> WHAT THE TASK REQUIRES
Copy every line below. Do not alter any of them.

==========

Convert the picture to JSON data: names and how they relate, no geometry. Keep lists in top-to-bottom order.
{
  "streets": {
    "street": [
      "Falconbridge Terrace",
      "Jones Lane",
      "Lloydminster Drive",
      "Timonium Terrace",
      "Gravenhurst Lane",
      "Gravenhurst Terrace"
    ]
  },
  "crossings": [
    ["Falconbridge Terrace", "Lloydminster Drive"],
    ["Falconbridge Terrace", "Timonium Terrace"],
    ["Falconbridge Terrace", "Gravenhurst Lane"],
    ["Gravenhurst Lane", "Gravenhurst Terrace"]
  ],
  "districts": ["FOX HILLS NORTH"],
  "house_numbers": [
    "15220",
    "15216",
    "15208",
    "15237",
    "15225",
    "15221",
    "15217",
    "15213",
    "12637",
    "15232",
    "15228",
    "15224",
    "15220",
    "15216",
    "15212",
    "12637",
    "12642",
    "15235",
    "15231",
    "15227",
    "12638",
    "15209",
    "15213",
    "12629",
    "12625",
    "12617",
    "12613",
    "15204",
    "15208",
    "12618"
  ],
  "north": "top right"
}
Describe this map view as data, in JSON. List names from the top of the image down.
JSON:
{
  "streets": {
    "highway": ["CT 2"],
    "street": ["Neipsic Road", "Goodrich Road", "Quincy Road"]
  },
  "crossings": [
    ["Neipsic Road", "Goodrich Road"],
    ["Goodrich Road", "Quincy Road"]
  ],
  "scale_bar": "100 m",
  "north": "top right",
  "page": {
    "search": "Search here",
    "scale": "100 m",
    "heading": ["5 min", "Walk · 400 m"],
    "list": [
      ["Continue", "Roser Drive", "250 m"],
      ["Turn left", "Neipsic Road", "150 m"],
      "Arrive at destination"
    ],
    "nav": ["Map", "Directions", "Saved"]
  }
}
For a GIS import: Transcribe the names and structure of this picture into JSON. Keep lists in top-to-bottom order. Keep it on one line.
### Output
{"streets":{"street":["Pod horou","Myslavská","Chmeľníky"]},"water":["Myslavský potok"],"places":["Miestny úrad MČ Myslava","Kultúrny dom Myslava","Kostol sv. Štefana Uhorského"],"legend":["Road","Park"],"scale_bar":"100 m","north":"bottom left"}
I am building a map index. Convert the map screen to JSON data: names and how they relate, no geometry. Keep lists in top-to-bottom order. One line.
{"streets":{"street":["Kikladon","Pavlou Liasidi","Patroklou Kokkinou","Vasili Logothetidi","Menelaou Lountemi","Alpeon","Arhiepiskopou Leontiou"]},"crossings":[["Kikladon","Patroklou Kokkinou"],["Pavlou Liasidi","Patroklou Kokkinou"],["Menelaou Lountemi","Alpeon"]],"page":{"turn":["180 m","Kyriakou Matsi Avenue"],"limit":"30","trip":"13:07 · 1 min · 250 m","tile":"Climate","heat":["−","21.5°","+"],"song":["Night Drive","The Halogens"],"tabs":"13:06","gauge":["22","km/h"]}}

==========

> TASK SOLUTION
Convert the picture to JSON data: names and how they relate, no geometry. Keep lists in top-to-bottom order.
{
  "streets": {
    "street": [
      "Falconbridge Terrace",
      "Jones Lane",
      "Lloydminster Drive",
      "Timonium Terrace",
      "Gravenhurst Lane",
      "Gravenhurst Terrace"
    ]
  },
  "crossings": [
    ["Falconbridge Terrace", "Lloydminster Drive"],
    ["Falconbridge Terrace", "Timonium Terrace"],
    ["Falconbridge Terrace", "Gravenhurst Lane"],
    ["Gravenhurst Lane", "Gravenhurst Terrace"]
  ],
  "districts": ["FOX HILLS NORTH"],
  "house_numbers": [
    "15220",
    "15216",
    "15208",
    "15237",
    "15225",
    "15221",
    "15217",
    "15213",
    "12637",
    "15232",
    "15228",
    "15224",
    "15220",
    "15216",
    "15212",
    "12637",
    "12642",
    "15235",
    "15231",
    "15227",
    "12638",
    "15209",
    "15213",
    "12629",
    "12625",
    "12617",
    "12613",
    "15204",
    "15208",
    "12618"
  ],
  "north": "top right"
}
Describe this map view as data, in JSON. List names from the top of the image down.
JSON:
{
  "streets": {
    "highway": ["CT 2"],
    "street": ["Neipsic Road", "Goodrich Road", "Quincy Road"]
  },
  "crossings": [
    ["Neipsic Road", "Goodrich Road"],
    ["Goodrich Road", "Quincy Road"]
  ],
  "scale_bar": "100 m",
  "north": "top right",
  "page": {
    "search": "Search here",
    "scale": "100 m",
    "heading": ["5 min", "Walk · 400 m"],
    "list": [
      ["Continue", "Roser Drive", "250 m"],
      ["Turn left", "Neipsic Road", "150 m"],
      "Arrive at destination"
    ],
    "nav": ["Map", "Directions", "Saved"]
  }
}
For a GIS import: Transcribe the names and structure of this picture into JSON. Keep lists in top-to-bottom order. Keep it on one line.
### Output
{"streets":{"street":["Pod horou","Myslavská","Chmeľníky"]},"water":["Myslavský potok"],"places":["Miestny úrad MČ Myslava","Kultúrny dom Myslava","Kostol sv. Štefana Uhorského"],"legend":["Road","Park"],"scale_bar":"100 m","north":"bottom left"}
I am building a map index. Convert the map screen to JSON data: names and how they relate, no geometry. Keep lists in top-to-bottom order. One line.
{"streets":{"street":["Kikladon","Pavlou Liasidi","Patroklou Kokkinou","Vasili Logothetidi","Menelaou Lountemi","Alpeon","Arhiepiskopou Leontiou"]},"crossings":[["Kikladon","Patroklou Kokkinou"],["Pavlou Liasidi","Patroklou Kokkinou"],["Menelaou Lountemi","Alpeon"]],"page":{"turn":["180 m","Kyriakou Matsi Avenue"],"limit":"30","trip":"13:07 · 1 min · 250 m","tile":"Climate","heat":["−","21.5°","+"],"song":["Night Drive","The Halogens"],"tabs":"13:06","gauge":["22","km/h"]}}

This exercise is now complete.